Each year, on October 31st, millions of people across America and the British Isles dress in outlandish costumes and venture out into the darkness. For younger celebrants, it’s the chance to score enough candy to slip into a three-day sugar high. For the more mature set, it’s the unique opportunity to admire a host of scanty get-ups and get over-served by a bartender in mouse ears. And for everyone, it’s the one night of the year when all things ghostly and paranormal are to be celebrated rather than feared. The day in question? Of course, it’s Arbor Day, that special time of—no, wait! Halloween! Yes, of course. And while all of us know what Halloween entails, the historical origins are not always so clear. So here’s the skinny.

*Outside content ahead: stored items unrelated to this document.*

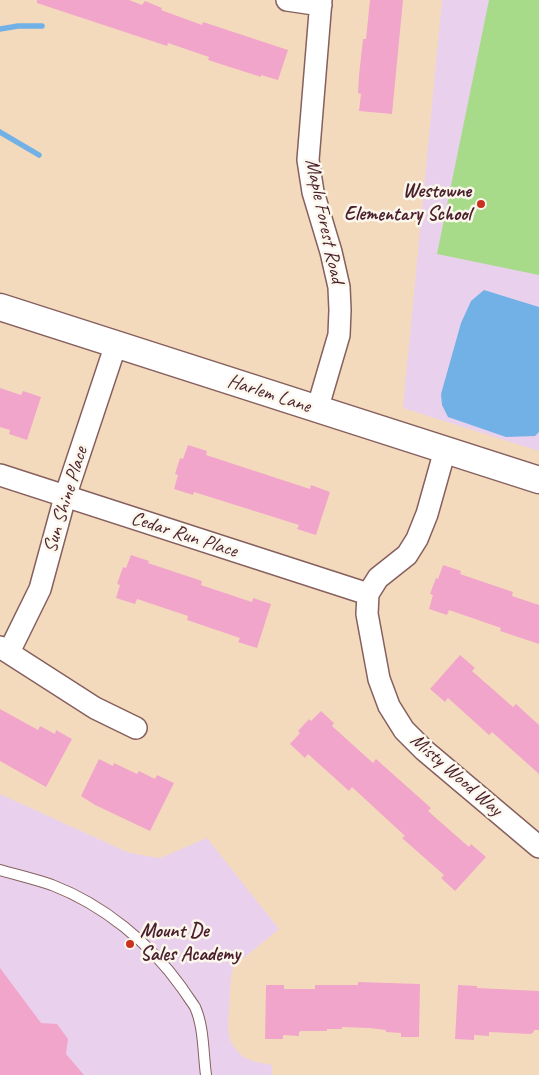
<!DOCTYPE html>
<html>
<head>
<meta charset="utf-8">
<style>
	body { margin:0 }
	canvas { display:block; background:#f4dabd }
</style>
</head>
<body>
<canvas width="539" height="1075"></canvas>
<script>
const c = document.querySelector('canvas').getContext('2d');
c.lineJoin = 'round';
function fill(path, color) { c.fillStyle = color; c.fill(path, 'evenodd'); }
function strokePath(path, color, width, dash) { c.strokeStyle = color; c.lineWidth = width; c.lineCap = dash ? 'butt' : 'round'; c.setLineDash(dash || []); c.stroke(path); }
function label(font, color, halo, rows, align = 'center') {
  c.font = font + ' Caveat,sans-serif'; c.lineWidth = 5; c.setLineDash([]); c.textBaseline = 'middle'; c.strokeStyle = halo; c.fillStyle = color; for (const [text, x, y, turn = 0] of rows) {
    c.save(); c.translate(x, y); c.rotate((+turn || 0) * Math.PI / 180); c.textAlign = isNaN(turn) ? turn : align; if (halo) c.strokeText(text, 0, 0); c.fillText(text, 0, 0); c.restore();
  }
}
fill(new Path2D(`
	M 442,0 L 539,0 L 539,451 L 403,408 Z
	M 0,794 L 127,852 L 146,856 L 160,858 L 207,838 L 279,929 L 234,966 L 231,976 L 228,1028 L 230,1040 L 234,1047 L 243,1057 L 256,1062 L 272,1065 L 272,1075 L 0,1075 Z`), '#e9d1ed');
fill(new Path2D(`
	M 489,0 L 539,0 L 539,275 L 437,254 Z`), '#a7db8a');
fill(new Path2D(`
	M 484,290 L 539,307 L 539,432 L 535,436 L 506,437 L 448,417 L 442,405 L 441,394 L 461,323 L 471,301 Z`), '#72b1e5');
strokePath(new Path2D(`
	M 0,29 L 18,26 L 42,26
	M 0,132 L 39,155`), '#72b1e5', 5.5);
fill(new Path2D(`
	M 37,0 L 129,0 L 142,5 L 145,1 L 162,8 L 161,10 L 202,25 L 203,22 L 288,50 L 278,80 L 261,75 L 261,77 L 208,60 L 209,57 L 168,43 L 167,46 L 37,3 Z
	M 370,0 L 403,0 L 392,114 L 359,111 L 361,94 L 358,93 L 359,75 L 363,39 L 366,39 Z
	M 0,388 L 21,395 L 23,391 L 41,397 L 27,440 L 9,434 L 10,430 L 0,427 Z
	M 188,445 L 207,451 L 206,455 L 310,489 L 311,485 L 330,492 L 316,535 L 297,529 L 299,525 L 194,492 L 193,495 L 174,489 L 178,475 L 175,474 L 180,458 L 183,459 Z
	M 131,555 L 149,561 L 148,563 L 202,581 L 201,585 L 252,602 L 253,598 L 271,604 L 257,648 L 238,642 L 240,638 L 187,620 L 188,616 L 137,599 L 135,604 L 116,598 L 120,585 L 117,584 L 123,567 L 126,568 Z
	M 443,565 L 461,571 L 460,574 L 513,592 L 512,596 L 539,605 L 539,644 L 500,631 L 501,628 L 449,610 L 447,615 L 429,609 L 433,595 L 430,594 L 436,578 L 438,579 Z
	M 460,655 L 475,668 L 472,671 L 513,707 L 516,704 L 539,725 L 539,774 L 492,732 L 489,735 L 448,698 L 445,702 L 430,689 Z
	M 0,709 L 38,730 L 40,726 L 55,734 L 56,730 L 72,739 L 46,787 L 0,761 Z
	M 321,711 L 334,723 L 332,726 L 373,763 L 376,759 L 431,808 L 428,811 L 453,833 L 469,847 L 471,844 L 486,857 L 455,891 L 441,878 L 444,875 L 402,838 L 405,836 L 352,787 L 349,791 L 308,754 L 305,758 L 290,744 L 300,733 L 298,731 L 309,719 L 311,721 Z
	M 99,759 L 113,766 L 114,763 L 137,774 L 139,771 L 155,779 L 157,775 L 174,783 L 150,831 L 95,805 L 81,796 Z
	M 0,968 L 41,1023 L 57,1024 L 68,1039 L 66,1054 L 84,1075 L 0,1075 Z
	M 358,982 L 420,984 L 419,1037 L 401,1037 L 401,1033 L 386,1032 L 386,1030 L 369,1028 L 342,1027 L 342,1029 L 327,1029 L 327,1031 L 301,1031 L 299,1032 L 299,1036 L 283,1035 L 283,1039 L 265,1039 L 266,985 L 284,985 L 284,989 L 315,989 L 315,985 L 358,985 Z
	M 458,985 L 477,986 L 477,988 L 539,991 L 539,1030 L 534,1030 L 533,1033 L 530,1034 L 489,1032 L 489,1036 L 474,1035 L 474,1040 L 455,1039 Z`), '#f2a5ca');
const service = new Path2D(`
	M 0,870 C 17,875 35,879 52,885 C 104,905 150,943 182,988 C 186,994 191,1001 195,1007 C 204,1027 203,1053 206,1075`);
const minor = new Path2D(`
	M 287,0 L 321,5
	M 317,410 L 339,335 L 340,310 L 339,287 L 331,252 L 313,192 L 308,160 L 321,0
	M 445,450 L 427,514 L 417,539 L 407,555 L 378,578 L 368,594 L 367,614 L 379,679 L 389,706 L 404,730 L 424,750 L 539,847
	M 0,475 L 368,594
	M 0,647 L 95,708 L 136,728
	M 9,652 L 40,589 L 65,497 L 116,344`);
const tertiary = new Path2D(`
	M 0,307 L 539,480`);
strokePath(service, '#86605e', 12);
strokePath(minor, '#86605e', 24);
strokePath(tertiary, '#86605e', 29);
strokePath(service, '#fff', 10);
strokePath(minor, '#fff', 21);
strokePath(tertiary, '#fff', 26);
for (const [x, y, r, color] of [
	[481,204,5,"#c8321e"],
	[130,944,5,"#c8321e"]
]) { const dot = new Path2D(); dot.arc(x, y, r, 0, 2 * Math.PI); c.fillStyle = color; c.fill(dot); strokePath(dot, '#fbf7ec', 2); }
label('bold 20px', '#4a1f2b', '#fbf7ec', [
	["Westowne",471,192],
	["Elementary School",471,215],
	["Mount De",140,932,"left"],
	["Sales Academy",140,955,"left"]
], 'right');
label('20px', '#4a1f2b', '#fbf7ec', [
	["Maple Forest Road",324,221,78],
	["Harlem Lane",269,394,18],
	["Sun Shine Place",66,500,-73],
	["Cedar Run Place",184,535,18],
	["Misty Wood Way",456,775,41]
]);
</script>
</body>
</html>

Harvest festivals have been a part of European—indeed, global—cultures for thousands of years. But the ancient Samhain tradition that took place on the night of October 31st in the Celtic lands of Scotland and Ireland had a unique set of rituals attached to it. There were cleansing bonfires, entreaties to the otherworldly fairy folk, and invocations for the spirits of the dead. Costumes were adopted as well, perhaps as a means of tricking spirits into thinking they were among their own. It was a time of year when the border between the physical world and the spiritual world was broken, and mystical things allowed to take place. Oh, and the Irish started a tradition of carving turnips into candle holders, based around a folk tale involving a figure named “Stingy Jack.” This would evolve into the modern jack-o’-lantern when New World pumpkins were thrown into the mix.
Never ones to be outdone, however, early Christians had a holiday of their own: All Saints’ Eve, or All Hallows’ Eve, which took place traditionally on November 1st. It was the time of the liturgical year for remembering the dead, especially the vast array of saints venerated by churchgoers. Given the same emphasis on evoking dead spirits, and their one-day separation, it should come as no surprise that the two holidays, pagan Samhain and Christian All Hallows’ Eve, eventually merged into what we know as Halloween. True, single-serving Reese’s Cups and Good N’ Plenty were still a few centuries away, but Halloween was there to stay, to be spread to America by immigrants from Scotland and Ireland, and gradually adopted by the country as a whole.
So that’s the story of Halloween. As for naughty nurse costumes, well, for that, you’re on your own. Or ask your old man. He just might know.